**Problem to solve:** Scan the lines below; pull out those with "nowrap".

==== Given information ====

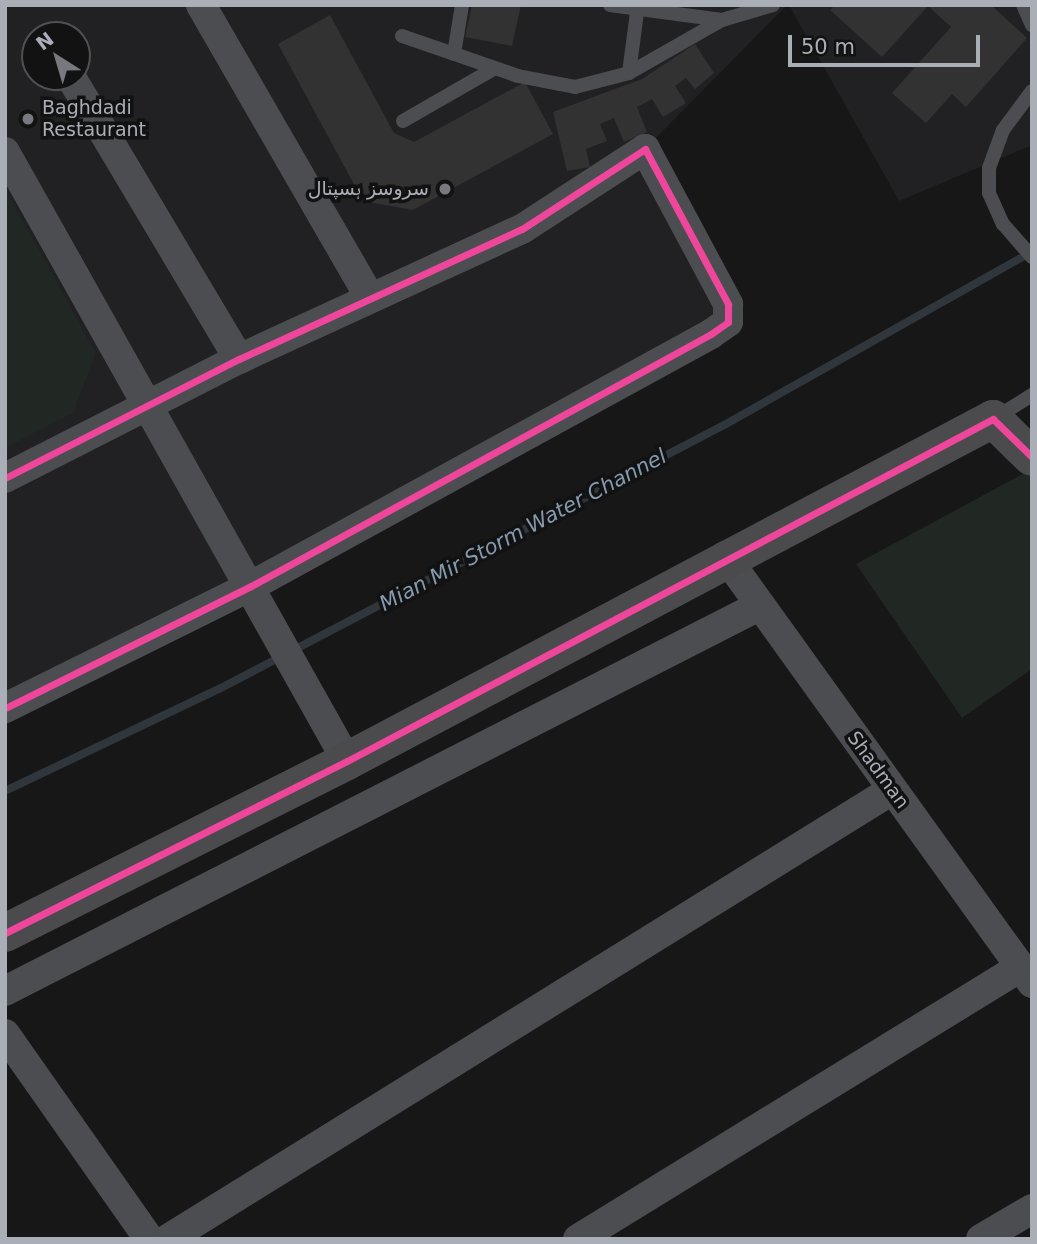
<!DOCTYPE html>
<meta charset="utf-8">
<style>
body{margin:0}
#map{position:relative;width:1037px;height:1244px;overflow:hidden;background:#171718;font-family:"DejaVu Sans","Noto Naskh Arabic",sans-serif}
div>[style]{position:absolute}
.built>*{inset:0;background:#212123}
.green>*{inset:0;background:#212722}
.stream>*{height:8px;margin:-4px;padding:0 4px;transform-origin:4px;border-radius:4px;background:#2f363c}
.building>*{inset:0;background:#323233}
.lane>*{height:14px;margin:-7px;padding:0 7px;transform-origin:7px;border-radius:7px;background:#4c4d50}
.street>*{height:30px;margin:-15px;padding:0 15px;transform-origin:15px;border-radius:15px;background:#4c4d50}
.secondary>*{height:38px;margin:-19px;padding:0 19px;transform-origin:19px;border-radius:19px;background:#4b4b4e}
.cycleway>*{height:7px;margin:-3.5px;padding:0 3.5px;transform-origin:3.5px;border-radius:3.5px;background:#ed469a}
.dots>*{width:19px;height:19px;translate:-50% -50%;box-sizing:border-box;border:4px solid #121213;border-radius:50%}
span{translate:-50% -50%;white-space:nowrap;text-align:center;line-height:1.15;-webkit-text-stroke:7px #121213;paint-order:stroke}
.poi-label{font-size:19px;color:#aaaeb7}
.left{translate:0 -50%;text-align:left}
.right{translate:-100% -50%;text-align:right}
.street-label{font-size:19px;color:#aaaeb7}
.water-label{font-size:21px;color:#859aae;font-style:italic}
.frame{position:absolute;inset:0;border:7px solid #aaaeb7;pointer-events:none}
.north{position:absolute;left:21px;top:21px;width:70px;height:70px;box-sizing:border-box;background:#121213;border:2px solid #4f5055;border-radius:50%;rotate:323deg;font-size:19px;font-weight:700;line-height:28px;text-align:center;color:#aaaeb7}
.north::after{content:'';display:block;margin:auto;width:24px;height:32px;background:#77797f;clip-path:polygon(50% 0,100% 100%,50% 72%,0 100%)}
.scale{position:absolute;left:788px;top:35px;width:192px;height:32px;box-sizing:border-box;border:4px solid #aaaeb7;border-top:0;padding-left:9px;font-size:21px;line-height:24px;white-space:nowrap;color:#aaaeb7;-webkit-text-stroke:5px #121213;paint-order:stroke}
</style>
<div id="map">
<div class="built">
<div style="clip-path:polygon(evenodd,5px 5px,787px 5px,645px 149px,728px 322px,5px 714px,5px 5px,35px 35px,77px 35px,77px 77px,35px 77px,35px 35px)"></div>
<div style="clip-path:polygon(789px 5px,1032px 5px,1032px 145px,899px 201px)"></div>
</div>
<div class="green">
<div style="clip-path:polygon(5px 188px,96px 353px,73px 413px,5px 448px)"></div>
<div style="clip-path:polygon(1032px 469px,1032px 669px,962px 718px,856px 564px)"></div>
</div>
<div class="stream">
<div style="left:5px;top:791px;width:237px;rotate:-25.5deg"></div>
<div style="left:219px;top:689px;width:572px;rotate:-27.6deg"></div>
<div style="left:726px;top:424px;width:350px;rotate:-29.4deg"></div>
</div>
<div class="building">
<div style="clip-path:polygon(472px 5px,521px 5px,512px 46px,465px 37px)"></div>
<div style="clip-path:polygon(835px 5px,991px 5px,1027px 38px,966px 107px,952px 94px,926px 123px,892px 93px,951px 27px,928px 6px,882px 57px,830px 10px)"></div>
<div style="clip-path:polygon(330px 15px,394px 133px,414px 142px,525px 82px,553px 134px,413px 210px,363px 201px,278px 44px)"></div>
<div style="clip-path:polygon(695px 44px,714px 73px,695px 89px,686px 78px,675px 86px,686px 103px,663px 117px,652px 99px,637px 107px,647px 132px,624px 142px,614px 118px,600px 124px,607px 141px,586px 149px,590px 167px,567px 171px,553px 112px,642px 79px)"></div>
</div>
<div class="lane">
<div style="left:610px;top:5px;width:113px;rotate:7.6deg"></div>
<div style="left:1023px;top:5px;width:22px;rotate:66deg"></div>
<div style="left:402px;top:36px;width:123px;rotate:19deg"></div>
<div style="left:518px;top:76px;width:58px;rotate:10.9deg"></div>
<div style="left:575px;top:87px;width:56px;rotate:-14.5deg"></div>
<div style="left:629px;top:73px;width:107px;rotate:-29.7deg"></div>
<div style="left:722px;top:20px;width:53px;rotate:-16.4deg"></div>
<div style="left:454px;top:54px;width:50px;rotate:-80.7deg"></div>
<div style="left:629px;top:73px;width:69px;rotate:-82.5deg"></div>
<div style="left:1032px;top:91px;width:49px;rotate:126.6deg"></div>
<div style="left:1003px;top:130px;width:40px;rotate:110.2deg"></div>
<div style="left:989px;top:168px;width:25px;rotate:90deg"></div>
<div style="left:989px;top:193px;width:34px;rotate:66deg"></div>
<div style="left:1003px;top:224px;width:44px;rotate:48.7deg"></div>
<div style="left:403px;top:121px;width:106px;rotate:-29.9deg"></div>
<div style="left:995px;top:418px;width:44px;rotate:-31.9deg"></div>
</div>
<div class="street">
<div style="left:201px;top:5px;width:338px;rotate:60deg"></div>
<div style="left:72px;top:79px;width:326px;rotate:59.2deg"></div>
<div style="left:5px;top:152px;width:698px;rotate:60.68deg"></div>
<div style="left:5px;top:478px;width:263px;rotate:-27deg"></div>
<div style="left:239px;top:359px;width:311px;rotate:-24.7deg"></div>
<div style="left:522px;top:229px;width:147px;rotate:-33deg"></div>
<div style="left:645px;top:149px;width:176px;rotate:61.8deg"></div>
<div style="left:728px;top:304px;width:18px;rotate:90deg"></div>
<div style="left:728px;top:322px;width:21px;rotate:145deg"></div>
<div style="left:711px;top:334px;width:525px;rotate:151.28deg"></div>
<div style="left:251px;top:586px;width:275px;rotate:153.6deg"></div>
<div style="left:725px;top:556px;width:526px;rotate:54.29deg"></div>
<div style="left:5px;top:991px;width:847px;rotate:-27.05deg"></div>
<div style="left:5px;top:1034px;width:251px;rotate:54.9deg"></div>
<div style="left:168px;top:1239px;width:852px;rotate:-31.81deg"></div>
<div style="left:578px;top:1239px;width:518px;rotate:-31.57deg"></div>
<div style="left:981px;top:1239px;width:59px;rotate:-30.5deg"></div>
</div>
<div class="secondary">
<div style="left:5px;top:933px;width:383px;rotate:-26.7deg"></div>
<div style="left:347px;top:761px;width:731px;rotate:-27.9deg"></div>
<div style="left:993px;top:419px;width:54px;rotate:44.3deg"></div>
</div>
<div class="cycleway">
<div style="left:5px;top:478px;width:263px;rotate:-27deg"></div>
<div style="left:239px;top:359px;width:311px;rotate:-24.7deg"></div>
<div style="left:522px;top:229px;width:147px;rotate:-33deg"></div>
<div style="left:645px;top:149px;width:176px;rotate:61.8deg"></div>
<div style="left:728px;top:304px;width:18px;rotate:90deg"></div>
<div style="left:728px;top:322px;width:21px;rotate:145deg"></div>
<div style="left:711px;top:334px;width:525px;rotate:151.28deg"></div>
<div style="left:251px;top:586px;width:275px;rotate:153.6deg"></div>
<div style="left:5px;top:933px;width:383px;rotate:-26.7deg"></div>
<div style="left:347px;top:761px;width:731px;rotate:-27.9deg"></div>
<div style="left:993px;top:419px;width:54px;rotate:44.3deg"></div>
</div>
<div class="dots">
<div style="left:28px;top:119px;background:#77797f"></div>
<div style="left:445px;top:189px;background:#77797f"></div>
</div>
<div class="poi-label">
<span class="left" style="left:42px;top:119px">Baghdadi<br>Restaurant</span>
<span class="right" style="left:429px;top:189px">سروسز ہسپتال</span>
</div>
<div class="street-label">
<span style="left:878px;top:770px;rotate:54deg">Shadman</span>
</div>
<div class="water-label">
<span style="left:523px;top:530px;rotate:-28deg">Mian Mir Storm Water Channel</span>
</div>
<div class="frame"></div>
<div class="north">N</div>
<div class="scale">50 m</div>
</div>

====

**Answer for this exercise:**
span{translate:-50% -50%;white-space:nowrap;text-align:center;line-height:1.15;-webkit-text-stroke:7px #121213;paint-order:stroke}
.scale{position:absolute;left:788px;top:35px;width:192px;height:32px;box-sizing:border-box;border:4px solid #aaaeb7;border-top:0;padding-left:9px;font-size:21px;line-height:24px;white-space:nowrap;color:#aaaeb7;-webkit-text-stroke:5px #121213;paint-order:stroke}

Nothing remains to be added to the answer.